Cebri icra yolu ile alınacak alacakların kapsamında , vergi ve benzeri harç, resim, idari vergi cezaları ve
gecikme zam ve faizlerini kamu gücüne dayanılarak alınan diğer gelirleridir. Vergi dairesi, idare, tahsil
dairesi olarak doğrudan doğruya harekete geçerek vergi alacağını ve vergi cezalarını takip etmekte ve
cebren tahsil yoluyla alacaklarını tahsil etmektedir. Buna Resen icra yetkisi denir.
Vergi hukukunda cebri icra, devletin kamu gücüne dayanan gelirlerinin zor kullanılarak tahsil edilmesidir.
Bu kuralları inceleyen vergi hukukunun alt kolu için “vergi icra hukuku” kavramı kullanılmaktadır.
Vergi hukukunda cebri icra süreci:
Güvence önlemleri
Cebren tahsil olmak üzere iki başlık altında incelenir.
Güvence önlemleri:
Teminat, İhtiyati haciz,
İhtiyati tahakkuk, Rüçhan hakkı, Tasarrufların iptali işlemleridir.
Cebren tahsil işlemleri ise
Teminatın paraya çevrilmesi,
Haciz, İflastır. Vergi Alacağı İçin Güvence Önlemleri
Teminat
Teminat, kaçakçılık fiillerinin tespiti, vergi ziyaı cezasının kesilme işlemlerine başlanılması hâllerinde
istenir. Yükümlünün Türkiye’de yerleşim yerinin olmaması yanında hareketlerinin vergi alacağının
tehlikede olduğunu göstermesi hâllerinde idarenin takdiri ile istenebilir.
Teminat olarak şunlar gösterilebilir;
Para,
Bankalar ve özel finans kurumları tarafından verilen süresiz teminat mektupları, Hazine Müsteşarlığı’nca çıkarılan devlet iç borçlanma senetleri veya bu senetler yerine
düzenlenen belgeler,
Hükümetçe belli edilecek milli esham (hisse senetleri) ve tahviller (borç senetleri) (bu hisse
senedi ve tahviller, teminatın kabul edilmesine en yakın borsa cetvelleri üzerinden %15
noksanıyla değerlendirilir),
İlgililer veya ilgililer lehine üçüncü kişiler tarafından gösterilen ve alacaklı kamu idarelerince haciz
varakalarına (haciz belgesi) dayanılarak haczedilen menkul ve gayrimenkul mallardır.

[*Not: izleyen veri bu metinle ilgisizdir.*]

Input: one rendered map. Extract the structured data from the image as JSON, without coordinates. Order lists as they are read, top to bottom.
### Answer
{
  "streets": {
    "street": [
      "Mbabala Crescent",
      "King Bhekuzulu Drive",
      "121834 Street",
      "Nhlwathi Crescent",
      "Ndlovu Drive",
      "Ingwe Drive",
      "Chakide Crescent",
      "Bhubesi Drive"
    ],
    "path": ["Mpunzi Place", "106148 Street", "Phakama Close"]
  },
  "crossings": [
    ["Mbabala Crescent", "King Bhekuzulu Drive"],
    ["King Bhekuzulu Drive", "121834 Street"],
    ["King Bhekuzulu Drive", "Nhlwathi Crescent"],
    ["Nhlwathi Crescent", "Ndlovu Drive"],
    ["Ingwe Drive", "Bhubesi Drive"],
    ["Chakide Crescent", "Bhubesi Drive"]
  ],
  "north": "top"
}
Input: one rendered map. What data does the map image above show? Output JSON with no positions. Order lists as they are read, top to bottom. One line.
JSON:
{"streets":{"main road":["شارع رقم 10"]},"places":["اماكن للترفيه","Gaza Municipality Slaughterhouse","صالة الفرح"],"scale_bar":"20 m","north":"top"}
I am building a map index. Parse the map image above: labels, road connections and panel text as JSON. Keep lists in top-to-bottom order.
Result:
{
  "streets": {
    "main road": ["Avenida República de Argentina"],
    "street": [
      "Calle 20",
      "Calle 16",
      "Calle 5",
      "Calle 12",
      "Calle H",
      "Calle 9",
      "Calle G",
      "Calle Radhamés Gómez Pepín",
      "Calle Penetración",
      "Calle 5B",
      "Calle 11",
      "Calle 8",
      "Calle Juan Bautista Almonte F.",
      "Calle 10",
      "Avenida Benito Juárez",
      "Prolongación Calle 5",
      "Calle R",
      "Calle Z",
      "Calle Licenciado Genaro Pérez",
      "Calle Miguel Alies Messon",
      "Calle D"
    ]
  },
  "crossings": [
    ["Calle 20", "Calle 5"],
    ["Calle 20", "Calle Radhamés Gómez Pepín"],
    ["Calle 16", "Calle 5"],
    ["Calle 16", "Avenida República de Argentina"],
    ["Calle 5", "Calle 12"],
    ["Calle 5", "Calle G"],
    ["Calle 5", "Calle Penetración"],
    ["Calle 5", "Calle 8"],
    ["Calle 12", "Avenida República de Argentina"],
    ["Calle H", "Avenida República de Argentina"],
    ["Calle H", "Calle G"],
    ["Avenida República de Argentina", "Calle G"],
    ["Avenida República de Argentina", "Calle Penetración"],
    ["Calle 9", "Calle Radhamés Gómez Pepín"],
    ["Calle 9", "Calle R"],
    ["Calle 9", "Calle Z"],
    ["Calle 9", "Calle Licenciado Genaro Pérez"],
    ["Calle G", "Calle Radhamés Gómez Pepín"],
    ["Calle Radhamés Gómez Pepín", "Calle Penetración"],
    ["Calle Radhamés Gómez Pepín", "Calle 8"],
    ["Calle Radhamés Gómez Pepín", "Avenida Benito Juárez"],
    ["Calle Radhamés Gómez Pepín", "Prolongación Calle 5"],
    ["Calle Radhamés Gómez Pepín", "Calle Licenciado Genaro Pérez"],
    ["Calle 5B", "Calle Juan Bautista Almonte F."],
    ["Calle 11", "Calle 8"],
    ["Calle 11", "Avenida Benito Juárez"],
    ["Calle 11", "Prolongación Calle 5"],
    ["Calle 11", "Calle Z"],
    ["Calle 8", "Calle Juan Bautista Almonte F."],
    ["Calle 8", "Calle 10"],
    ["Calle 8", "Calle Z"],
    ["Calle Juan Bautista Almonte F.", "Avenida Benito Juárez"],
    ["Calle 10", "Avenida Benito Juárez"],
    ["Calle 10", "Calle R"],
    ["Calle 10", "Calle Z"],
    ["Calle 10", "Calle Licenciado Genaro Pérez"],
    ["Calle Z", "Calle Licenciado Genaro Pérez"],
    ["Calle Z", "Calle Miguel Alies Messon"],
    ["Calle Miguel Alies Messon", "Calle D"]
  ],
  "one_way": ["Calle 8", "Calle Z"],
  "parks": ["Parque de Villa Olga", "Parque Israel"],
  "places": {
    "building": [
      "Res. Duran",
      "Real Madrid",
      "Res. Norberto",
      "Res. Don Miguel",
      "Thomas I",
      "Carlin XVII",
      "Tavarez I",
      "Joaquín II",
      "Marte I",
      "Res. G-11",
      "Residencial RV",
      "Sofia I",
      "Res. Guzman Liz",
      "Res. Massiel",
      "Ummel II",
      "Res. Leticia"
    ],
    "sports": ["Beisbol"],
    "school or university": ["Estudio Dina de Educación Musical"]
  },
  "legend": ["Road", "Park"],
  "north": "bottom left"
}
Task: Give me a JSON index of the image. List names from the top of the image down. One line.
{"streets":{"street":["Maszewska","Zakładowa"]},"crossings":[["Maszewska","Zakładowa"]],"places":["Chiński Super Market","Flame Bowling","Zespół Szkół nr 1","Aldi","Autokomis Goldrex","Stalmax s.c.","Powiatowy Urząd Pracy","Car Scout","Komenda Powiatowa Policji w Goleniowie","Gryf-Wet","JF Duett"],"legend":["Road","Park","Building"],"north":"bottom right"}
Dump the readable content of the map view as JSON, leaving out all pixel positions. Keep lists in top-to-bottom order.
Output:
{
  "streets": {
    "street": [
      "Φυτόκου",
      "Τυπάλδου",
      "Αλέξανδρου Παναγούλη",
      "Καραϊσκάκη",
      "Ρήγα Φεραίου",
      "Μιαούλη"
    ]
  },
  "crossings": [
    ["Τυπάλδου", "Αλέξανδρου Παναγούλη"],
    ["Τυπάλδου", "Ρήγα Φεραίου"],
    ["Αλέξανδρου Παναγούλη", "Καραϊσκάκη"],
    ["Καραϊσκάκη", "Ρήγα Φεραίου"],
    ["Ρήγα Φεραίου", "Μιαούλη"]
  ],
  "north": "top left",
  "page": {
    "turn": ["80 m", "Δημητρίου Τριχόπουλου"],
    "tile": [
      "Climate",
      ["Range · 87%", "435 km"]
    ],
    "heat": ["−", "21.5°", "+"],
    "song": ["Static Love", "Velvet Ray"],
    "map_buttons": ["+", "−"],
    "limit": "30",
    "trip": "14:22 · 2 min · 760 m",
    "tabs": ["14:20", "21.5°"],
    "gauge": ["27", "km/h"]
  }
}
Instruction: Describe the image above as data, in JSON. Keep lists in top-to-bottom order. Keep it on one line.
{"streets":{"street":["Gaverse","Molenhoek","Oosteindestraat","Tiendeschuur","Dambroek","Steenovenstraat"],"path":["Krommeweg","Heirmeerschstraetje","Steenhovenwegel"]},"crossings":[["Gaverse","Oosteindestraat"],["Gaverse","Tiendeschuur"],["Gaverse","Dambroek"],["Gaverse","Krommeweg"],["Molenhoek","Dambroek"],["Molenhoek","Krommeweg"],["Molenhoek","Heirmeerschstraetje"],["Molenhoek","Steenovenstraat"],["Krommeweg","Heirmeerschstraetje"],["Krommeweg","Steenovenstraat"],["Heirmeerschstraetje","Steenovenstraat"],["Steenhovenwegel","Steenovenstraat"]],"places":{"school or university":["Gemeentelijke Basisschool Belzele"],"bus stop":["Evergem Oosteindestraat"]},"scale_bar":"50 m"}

Yukarıdaki şekilde teminat sağlayamayanlar, muteber bir kişiyi müteselsil kefil ve müşterek müteselsil
borçlu gösterebilir. Bu kişiyi kabul edip etmemekte alacaklı tahsil dairesi serbesttir. Kefalet, borç sözleşmelerinin özel türlerinden biridir. Bu sözleşme ile kefil, borçlunun borcuna karşılık
olarak alacaklıya borcu ödeyeceğini taahhüt etmektedir.
11
Şahsi kefil göstermeyi gerektiren neden iki tanedir:
Vergi borçlusunun teminat göstermesini gerektiren nedenlerden birinin olması, Vergi borçlusunun teminat gösterememesi veya gösterdiği teminatın kabul edilmemesidir.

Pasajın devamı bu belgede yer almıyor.